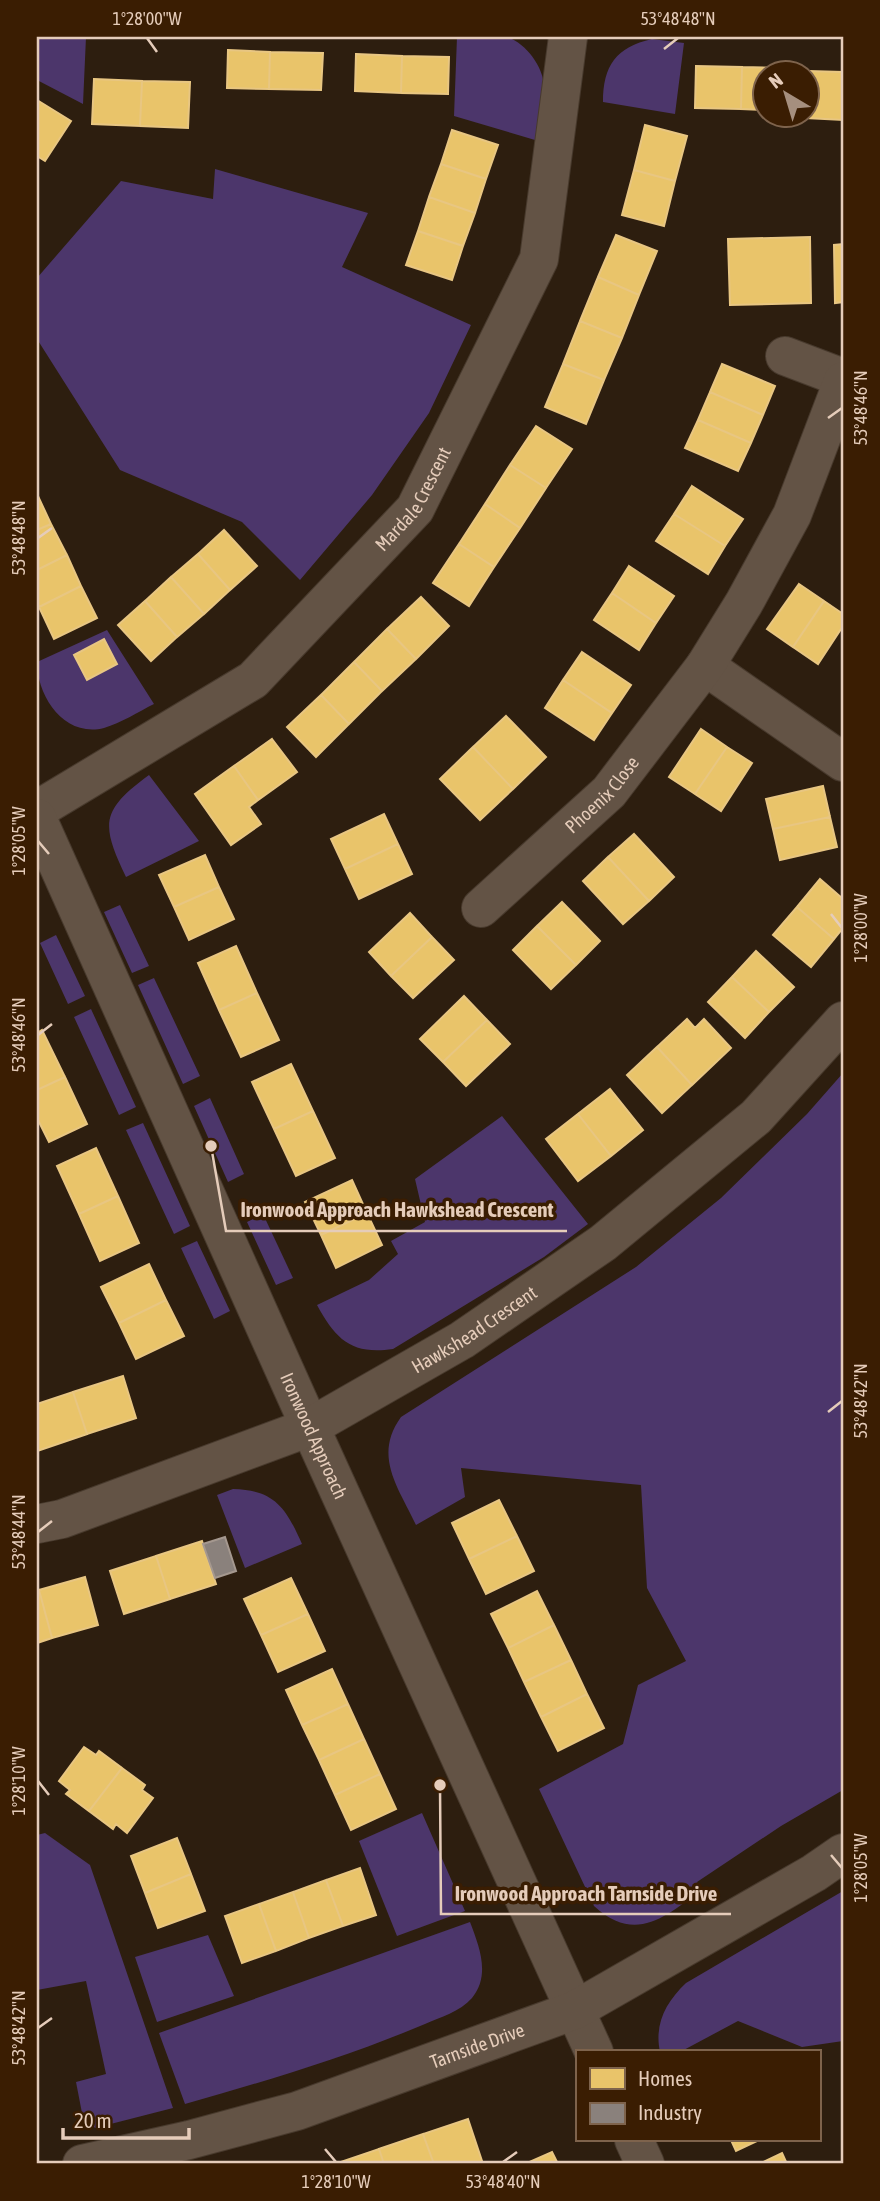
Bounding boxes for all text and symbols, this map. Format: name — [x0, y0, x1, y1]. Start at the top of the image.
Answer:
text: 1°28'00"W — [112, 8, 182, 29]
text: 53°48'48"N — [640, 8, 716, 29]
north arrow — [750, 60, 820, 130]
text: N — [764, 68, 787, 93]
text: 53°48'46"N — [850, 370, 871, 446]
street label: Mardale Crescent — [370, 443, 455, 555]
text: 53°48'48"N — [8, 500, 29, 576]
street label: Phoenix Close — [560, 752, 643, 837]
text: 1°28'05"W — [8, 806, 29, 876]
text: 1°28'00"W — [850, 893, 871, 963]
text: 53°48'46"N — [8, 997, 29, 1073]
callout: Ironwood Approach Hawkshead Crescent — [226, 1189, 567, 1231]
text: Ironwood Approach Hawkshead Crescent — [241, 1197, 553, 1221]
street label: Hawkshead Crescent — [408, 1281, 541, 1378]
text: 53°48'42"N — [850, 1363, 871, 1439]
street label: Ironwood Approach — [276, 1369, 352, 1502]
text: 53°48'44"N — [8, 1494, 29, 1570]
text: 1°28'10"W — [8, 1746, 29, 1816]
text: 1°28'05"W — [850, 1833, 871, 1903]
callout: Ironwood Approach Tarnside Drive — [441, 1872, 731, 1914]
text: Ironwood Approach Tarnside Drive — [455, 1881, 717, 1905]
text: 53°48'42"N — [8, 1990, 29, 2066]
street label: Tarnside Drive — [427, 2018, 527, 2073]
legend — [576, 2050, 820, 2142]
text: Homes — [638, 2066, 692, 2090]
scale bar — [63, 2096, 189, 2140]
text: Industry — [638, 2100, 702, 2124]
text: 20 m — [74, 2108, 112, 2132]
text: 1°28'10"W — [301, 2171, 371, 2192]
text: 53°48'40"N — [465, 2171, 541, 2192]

____

## EXERCISE OBJECTIVE
Every record above must be copied exactly; none of the pictures belong in the copy.

## WRITTEN SOLUTION
Bounding boxes for all text and symbols, this map. Format: name — [x0, y0, x1, y1]. Start at the top of the image.
Answer:
text: 1°28'00"W — [112, 8, 182, 29]
text: 53°48'48"N — [640, 8, 716, 29]
north arrow — [750, 60, 820, 130]
text: N — [764, 68, 787, 93]
text: 53°48'46"N — [850, 370, 871, 446]
street label: Mardale Crescent — [370, 443, 455, 555]
text: 53°48'48"N — [8, 500, 29, 576]
street label: Phoenix Close — [560, 752, 643, 837]
text: 1°28'05"W — [8, 806, 29, 876]
text: 1°28'00"W — [850, 893, 871, 963]
text: 53°48'46"N — [8, 997, 29, 1073]
callout: Ironwood Approach Hawkshead Crescent — [226, 1189, 567, 1231]
text: Ironwood Approach Hawkshead Crescent — [241, 1197, 553, 1221]
street label: Hawkshead Crescent — [408, 1281, 541, 1378]
text: 53°48'42"N — [850, 1363, 871, 1439]
street label: Ironwood Approach — [276, 1369, 352, 1502]
text: 53°48'44"N — [8, 1494, 29, 1570]
text: 1°28'10"W — [8, 1746, 29, 1816]
text: 1°28'05"W — [850, 1833, 871, 1903]
callout: Ironwood Approach Tarnside Drive — [441, 1872, 731, 1914]
text: Ironwood Approach Tarnside Drive — [455, 1881, 717, 1905]
text: 53°48'42"N — [8, 1990, 29, 2066]
street label: Tarnside Drive — [427, 2018, 527, 2073]
legend — [576, 2050, 820, 2142]
text: Homes — [638, 2066, 692, 2090]
scale bar — [63, 2096, 189, 2140]
text: Industry — [638, 2100, 702, 2124]
text: 20 m — [74, 2108, 112, 2132]
text: 1°28'10"W — [301, 2171, 371, 2192]
text: 53°48'40"N — [465, 2171, 541, 2192]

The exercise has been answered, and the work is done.